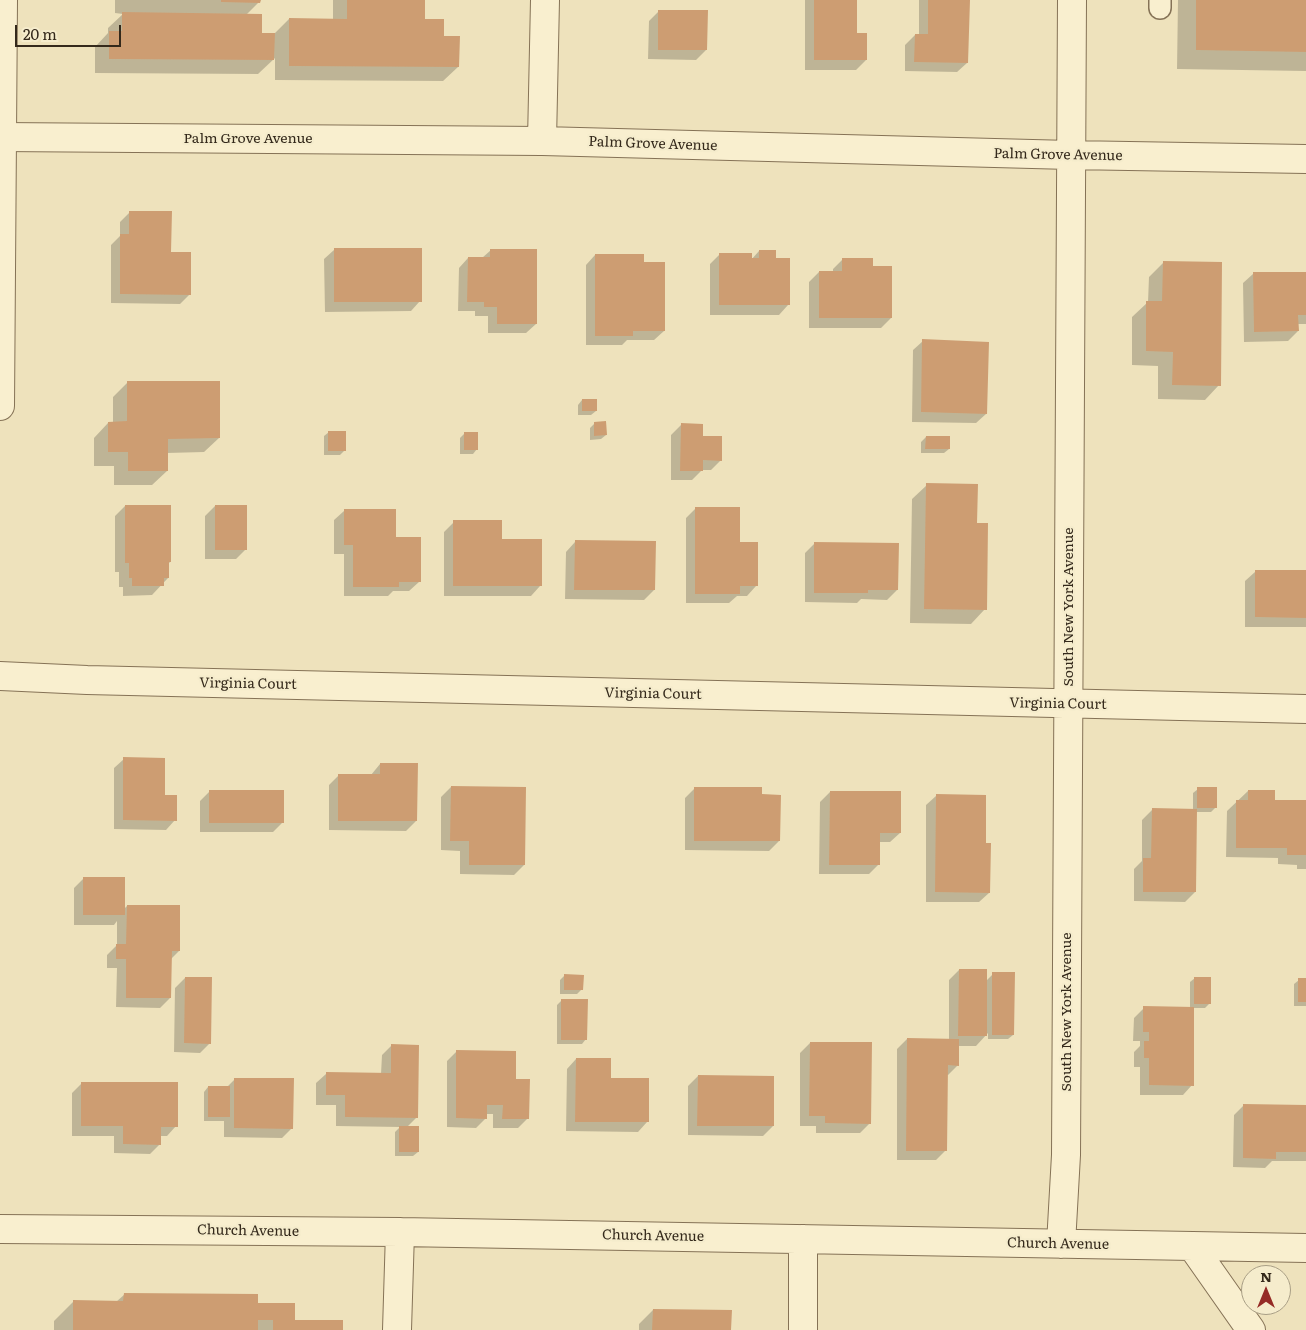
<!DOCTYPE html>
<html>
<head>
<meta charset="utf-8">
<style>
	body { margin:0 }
	#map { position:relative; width:1306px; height:1330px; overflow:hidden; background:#eee2bc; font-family:Literata,serif }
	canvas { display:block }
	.north { position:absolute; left:1241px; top:1265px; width:50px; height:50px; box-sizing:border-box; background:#f5eccc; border:1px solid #a89e85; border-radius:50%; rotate:0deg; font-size:14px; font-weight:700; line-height:20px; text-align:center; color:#34291b }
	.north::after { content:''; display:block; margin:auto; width:18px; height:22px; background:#952b26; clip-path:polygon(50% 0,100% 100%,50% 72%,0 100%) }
	.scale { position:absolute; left:15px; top:25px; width:106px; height:22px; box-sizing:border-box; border:2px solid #34291b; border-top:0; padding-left:6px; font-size:15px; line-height:18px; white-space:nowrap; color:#34291b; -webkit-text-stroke:4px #f5eccc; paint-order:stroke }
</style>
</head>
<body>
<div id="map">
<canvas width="1306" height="1330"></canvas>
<div class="north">N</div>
<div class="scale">20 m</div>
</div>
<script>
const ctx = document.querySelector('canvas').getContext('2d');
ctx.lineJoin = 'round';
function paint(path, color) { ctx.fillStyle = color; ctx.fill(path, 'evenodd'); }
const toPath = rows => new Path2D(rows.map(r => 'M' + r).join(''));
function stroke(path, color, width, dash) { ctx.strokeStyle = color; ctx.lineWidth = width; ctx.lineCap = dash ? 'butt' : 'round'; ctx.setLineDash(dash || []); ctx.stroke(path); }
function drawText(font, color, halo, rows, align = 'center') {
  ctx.font = font + ' Literata,serif'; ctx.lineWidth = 4.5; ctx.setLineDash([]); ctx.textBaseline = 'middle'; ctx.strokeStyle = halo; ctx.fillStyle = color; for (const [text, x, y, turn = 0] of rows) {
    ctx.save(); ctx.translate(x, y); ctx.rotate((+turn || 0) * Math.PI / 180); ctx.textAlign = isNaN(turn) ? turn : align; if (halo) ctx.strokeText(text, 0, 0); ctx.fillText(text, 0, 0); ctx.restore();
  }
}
const shadow = toPath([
	[115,0,259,0,259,2,246,15,261,34,274,34,289,19,333,20,333,0,424,0,424,20,458,67,443,81,275,80,275,58,258,74,95,73,95,47,108,33,108,28,123,14,115,13],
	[805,0,855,0,855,34,866,60,856,70,805,70],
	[919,0,968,0,967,63,957,72,905,71,905,45,915,35,919,35],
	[1178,0,1306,0,1306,71,1177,69],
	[659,11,706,50,696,60,648,59,649,21],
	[130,212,170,253,190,294,180,304,111,303,111,245,120,236,120,222],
	[334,250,420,301,411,311,325,312,324,259],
	[491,250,536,324,526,333,488,333,488,316,475,316,475,311,458,311,459,268,468,258,482,258],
	[759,251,775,260,788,305,779,315,710,315,710,264,720,254,751,260],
	[595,255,643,263,664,331,654,340,627,340,622,345,586,345,586,265],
	[842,260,872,267,891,318,881,328,809,328,809,282,819,272,833,272,833,269],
	[1164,262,1219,385,1205,400,1158,399,1158,366,1132,365,1132,317,1148,302,1149,277],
	[1306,273,1306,324,1298,324,1298,331,1288,341,1244,342,1243,283,1253,274],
	[923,341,986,414,976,423,912,422,913,350],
	[128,382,219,438,204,452,167,453,167,471,152,485,114,485,114,466,94,466,94,438,108,423,113,423,113,397],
	[582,400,596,411,591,415,578,415,578,405],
	[595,423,606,435,601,439,590,440,590,428],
	[681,425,702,438,721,460,711,470,702,470,692,480,671,480,671,435],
	[329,432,344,451,340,455,324,455,324,436],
	[464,434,477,449,473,454,460,454,460,438],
	[926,437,949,449,944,453,921,453,921,442],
	[927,485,975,524,985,609,971,624,910,623,912,499],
	[125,506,170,562,168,564,168,578,152,595,123,596,123,587,119,587,119,572,115,572,115,516],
	[215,506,246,549,236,559,205,559,205,516],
	[696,508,739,543,756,586,747,596,737,596,729,603,686,603,686,518],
	[344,511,395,538,419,582,409,591,393,591,388,596,344,596,344,554,334,554,334,520],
	[454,522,501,541,540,586,531,596,444,596,444,532],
	[575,542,654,590,644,600,565,599,566,552],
	[815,543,897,590,887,600,861,599,857,603,805,602,805,553],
	[1255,572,1306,572,1306,627,1245,627,1245,581],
	[124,759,163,796,175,820,166,830,114,829,114,768],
	[380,764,416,821,406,831,329,830,329,785,339,775,371,775],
	[451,787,524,865,514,875,460,874,460,851,441,850,441,797],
	[695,788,761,796,779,841,769,851,685,850,685,798],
	[1198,789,1216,807,1211,812,1196,812,1195,892,1185,902,1134,901,1134,869,1142,861,1142,820,1152,810,1193,810,1193,793],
	[210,791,282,823,273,832,200,832,200,801],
	[1248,791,1273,801,1306,801,1306,869,1297,869,1297,865,1278,864,1278,858,1226,857,1227,811],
	[830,792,900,833,890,842,879,842,879,864,869,874,819,874,820,802],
	[936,796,984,844,989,893,979,902,926,902,926,805],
	[84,878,123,910,127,906,179,951,171,959,170,998,160,1008,116,1007,117,968,107,968,107,955,117,945,117,921,114,925,74,925,74,888],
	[959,970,986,981,993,974,1013,1035,1008,1039,988,1039,988,1033,976,1046,958,1046,958,1065,948,1075,946,1075,945,1151,936,1160,897,1160,897,1049,907,1039,949,1040,949,980],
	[565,975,582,989,577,994,560,994,560,980],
	[185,978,210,1043,200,1053,174,1052,175,988],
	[1195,978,1209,1004,1205,1008,1193,1008,1192,1085,1183,1095,1140,1095,1140,1067,1134,1067,1134,1052,1140,1046,1140,1041,1133,1041,1134,1018,1144,1008,1190,1008,1190,982],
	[1299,980,1306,980,1306,1006,1294,1006,1294,984],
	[562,1000,586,1039,582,1044,557,1044,557,1005],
	[810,1043,870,1123,860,1133,816,1133,816,1126,800,1126,800,1053],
	[392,1045,417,1117,407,1127,418,1152,413,1156,395,1156,395,1132,400,1127,336,1126,336,1105,316,1105,316,1083,326,1074,381,1074,382,1055],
	[457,1051,515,1080,528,1118,518,1128,493,1128,493,1114,486,1114,486,1118,476,1128,447,1127,447,1061],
	[576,1059,610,1079,647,1122,638,1132,566,1131,567,1069],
	[698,1076,773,1126,763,1136,688,1135,688,1086],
	[235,1079,292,1128,282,1138,224,1137,224,1121,204,1121,204,1092,208,1087,226,1088],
	[82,1083,176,1126,167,1136,160,1136,160,1144,150,1154,114,1153,114,1136,72,1136,72,1093],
	[1244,1105,1306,1106,1306,1161,1272,1161,1265,1168,1233,1167,1234,1115],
	[125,1294,257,1304,293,1321,342,1330,54,1330,54,1321,73,1302,116,1302],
	[653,1310,730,1330,639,1330,639,1324]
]);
const building = toPath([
	[221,0,261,0,260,3,221,2],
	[347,0,425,0,425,19,444,19,444,36,460,36,459,67,289,66,289,18,347,19],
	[814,0,857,0,857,33,867,33,867,60,814,60],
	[928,0,970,0,968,63,914,62,915,34,928,34],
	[1196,0,1306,0,1306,52,1196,50],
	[658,10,708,10,707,50,658,50],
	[122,12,262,14,262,33,275,33,274,60,109,59,109,31,122,31],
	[129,211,172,211,171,252,191,252,191,295,120,294,120,234,129,234],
	[334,248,422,248,422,302,334,302],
	[490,249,537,249,537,324,497,324,497,307,484,307,484,302,467,302,468,257,490,257],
	[759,250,776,250,776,258,790,258,790,305,719,305,719,253,752,253,752,258,759,258],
	[595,254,644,254,644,262,665,262,665,331,633,331,633,336,595,336],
	[842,258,873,258,873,266,892,266,892,318,819,318,819,271,842,271],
	[1163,261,1222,262,1221,386,1172,385,1173,352,1146,351,1146,301,1162,301],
	[1253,272,1306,272,1306,315,1298,315,1299,331,1254,332],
	[922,339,989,342,987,414,921,412],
	[127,381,220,381,220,438,168,439,168,471,128,471,128,452,108,452,108,422,127,421],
	[582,399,597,399,597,411,582,411],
	[606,421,607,435,594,436,594,422],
	[681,423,703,424,703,436,722,436,722,461,703,460,703,471,680,471],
	[328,431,346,431,346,451,328,451],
	[464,432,478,432,478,450,464,450],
	[926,436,950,436,950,449,925,449],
	[926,483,978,484,977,523,988,523,987,610,924,609],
	[125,505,171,505,171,562,169,562,169,578,164,578,164,586,132,586,132,578,129,578,129,563,125,563],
	[215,505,247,505,247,550,215,550],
	[695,507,740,507,740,542,758,542,758,586,740,586,740,594,695,594],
	[344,509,396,509,396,537,421,537,421,582,399,582,399,587,353,587,353,545,344,545],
	[453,520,502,520,502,539,542,539,542,586,453,586],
	[575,540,656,541,655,590,574,590],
	[814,542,899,543,898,590,868,590,868,593,814,593],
	[1255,570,1306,570,1306,618,1255,617],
	[123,757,165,758,165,795,177,795,177,821,123,820],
	[380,763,418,763,417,821,338,821,338,774,380,774],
	[451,786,526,787,525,865,469,865,469,841,450,841],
	[694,787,762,787,762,794,781,795,780,841,694,841],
	[1197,787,1217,787,1217,808,1197,808],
	[209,790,284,790,284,823,209,823],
	[1248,790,1275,790,1275,800,1306,800,1306,855,1287,855,1287,848,1236,848,1236,800,1248,800],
	[830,791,901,791,901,833,880,833,880,865,829,865],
	[936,794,986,795,986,843,991,843,990,893,935,892],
	[1152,808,1197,809,1196,892,1143,892,1143,858,1151,858],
	[83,877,125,877,125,915,83,915],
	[127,905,180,905,180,951,172,951,171,998,126,998,126,959,116,959,116,944,126,944],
	[959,969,987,969,987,1036,958,1036],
	[992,972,1015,972,1014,1035,992,1035],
	[564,974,584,975,583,990,564,990],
	[185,977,212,977,211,1044,184,1043],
	[1194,977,1211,977,1211,1004,1194,1004],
	[1298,978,1306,978,1306,1002,1298,1002],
	[561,999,588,999,587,1040,561,1040],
	[1143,1006,1194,1007,1194,1086,1149,1085,1149,1058,1144,1058,1144,1041,1149,1041,1149,1032,1143,1032],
	[907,1038,959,1039,959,1066,948,1065,947,1151,906,1151],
	[810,1042,872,1042,871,1124,825,1123,825,1116,809,1116],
	[391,1044,419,1045,418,1118,345,1117,345,1095,326,1095,326,1072,391,1073],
	[456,1050,516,1051,516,1079,530,1079,529,1119,502,1119,503,1105,487,1105,487,1119,456,1118],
	[576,1058,611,1058,611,1078,649,1078,649,1122,575,1122],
	[698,1075,774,1076,774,1126,697,1126],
	[234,1078,294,1078,293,1129,234,1128],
	[81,1082,178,1082,178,1127,161,1127,161,1145,123,1144,123,1126,81,1126],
	[208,1086,230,1086,230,1117,208,1117],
	[1243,1104,1306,1105,1306,1152,1276,1152,1276,1159,1243,1158],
	[399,1126,419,1126,419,1152,399,1152],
	[124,1293,258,1294,258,1303,295,1303,295,1320,343,1320,343,1330,273,1330,273,1320,258,1320,258,1330,73,1330,73,1300,123,1301],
	[653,1309,732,1310,731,1330,652,1330]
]);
const service = toPath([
	[1160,8,1160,0]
]);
const minor = toPath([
	[0,137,542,141,1070,155,1306,159],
	[542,141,545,0],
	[0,676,87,680,1306,709],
	[0,1229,400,1232,1306,1248],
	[1061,1244,1066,1155,1072,0],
	[1192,1246,1251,1330],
	[397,1330,400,1232],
	[803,1330,803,1239]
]);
const tertiary = toPath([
	[0,406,3,0]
]);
const streetNames = [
	["Palm Grove Avenue",248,139],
	["Palm Grove Avenue",653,144,2],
	["Palm Grove Avenue",1058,155,1],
	["South New York Avenue",1069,607,-90],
	["Virginia Court",248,684,1],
	["Virginia Court",653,694,1],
	["Virginia Court",1058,704,1],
	["South New York Avenue",1067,1012,-90],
	["Church Avenue",248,1231,1],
	["Church Avenue",653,1236,1],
	["Church Avenue",1058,1244,1]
];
paint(shadow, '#0003');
paint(building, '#cd9d72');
stroke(service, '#857256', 24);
stroke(minor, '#857256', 30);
stroke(tertiary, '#857256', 30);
stroke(service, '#f9efcf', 21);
stroke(minor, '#f9efcf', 28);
stroke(tertiary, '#f9efcf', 28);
drawText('14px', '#34291b', '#f5eccc', streetNames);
</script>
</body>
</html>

++++++++++++++++++++

## Task item
Pictures stay out. Repeat only the lines from the beginning of the data through the line that has "ctx.lineJoin = 'round';".

## Expected answer
<!DOCTYPE html>
<html>
<head>
<meta charset="utf-8">
<style>
	body { margin:0 }
	#map { position:relative; width:1306px; height:1330px; overflow:hidden; background:#eee2bc; font-family:Literata,serif }
	canvas { display:block }
	.north { position:absolute; left:1241px; top:1265px; width:50px; height:50px; box-sizing:border-box; background:#f5eccc; border:1px solid #a89e85; border-radius:50%; rotate:0deg; font-size:14px; font-weight:700; line-height:20px; text-align:center; color:#34291b }
	.north::after { content:''; display:block; margin:auto; width:18px; height:22px; background:#952b26; clip-path:polygon(50% 0,100% 100%,50% 72%,0 100%) }
	.scale { position:absolute; left:15px; top:25px; width:106px; height:22px; box-sizing:border-box; border:2px solid #34291b; border-top:0; padding-left:6px; font-size:15px; line-height:18px; white-space:nowrap; color:#34291b; -webkit-text-stroke:4px #f5eccc; paint-order:stroke }
</style>
</head>
<body>
<div id="map">
<canvas width="1306" height="1330"></canvas>
<div class="north">N</div>
<div class="scale">20 m</div>
</div>
<script>
const ctx = document.querySelector('canvas').getContext('2d');
ctx.lineJoin = 'round';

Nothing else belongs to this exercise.